Growing through Reflection and Exploration: How Journaling Has Impacted Me
I frequently catch myself feeling like I should have it all together yet at the same time feel like I can't keep my head above water. Sometimes I know I'm struggling, but can’t find work through the clutter in my mind to be able to solve how I'm feeling. Do you ever feel this way?
For starters, you don't have to have all the answers. BUT feeling behind and stressed out is a good warning it may be time to get curious and do a little self-exploration.
Journaling has the potential to help us get curious about what we think, feel, and believe. It gives us the space to write down our thoughts, read them back, and evaluate if we really believe them to be true.
Journaling can also help us access our emotions. It can allow us to process life during difficult seasons where we might lean towards brushing difficulties under the rug and moving on without putting words or feelings to them. Jesus experienced anger, sadness, joy, delight, peace, betrayal, fear, and many other emotions. Emotions are a good thing, but being able to journal through our emotions and name them is even better.
I’ve heard the analogy that emotions are like a check engine light, prompting you to gather information on why that emotion is surfacing. Think of it like getting a warning signal that something is going on beneath the surface so you can evaluate further.
In my own life, I have found several major buckets of journaling: thoughts, emotions, scripture, prayers, and gratitude.
To answer the question why I journal: I’ve spent time reading past fears, prayers, and desires in my journal and was able to see how God answered them or didn't answer them, or sometimes answered them differently than I expected. If you journal and haven’t done this, I encourage you to go back through your previous entries and spend time in reflection remembering past entries.
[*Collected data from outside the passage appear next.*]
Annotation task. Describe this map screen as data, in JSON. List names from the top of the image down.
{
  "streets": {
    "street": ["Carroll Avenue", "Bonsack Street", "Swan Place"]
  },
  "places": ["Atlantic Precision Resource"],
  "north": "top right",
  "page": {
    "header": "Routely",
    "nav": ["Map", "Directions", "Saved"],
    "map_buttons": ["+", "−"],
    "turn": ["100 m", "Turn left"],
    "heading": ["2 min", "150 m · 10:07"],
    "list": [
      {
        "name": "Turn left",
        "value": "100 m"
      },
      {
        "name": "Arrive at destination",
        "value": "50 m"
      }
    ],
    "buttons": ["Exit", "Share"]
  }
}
Journaling is an incredible way to remind ourselves of how God has spoken to us in the past and how faithful he’s been. There is something special about seeing it in our own lives. Countless times in Scripture, God reminds his people to write something down so they can remember it later (Jeremiah 30:2; Isaiah 30:8; Revelation 1:11; Habakkuk 2:2). What sage counsel!
“I do not sit down at my desk to put into verse something that is already clear in my mind. If it were clear in my mind, I should have no incentive to need to write about it. We do not write in order to be understood; We write in order to understand.”
-C.S. Lewis
“I count myself one of the number of those who write as they learn and learn as they write.”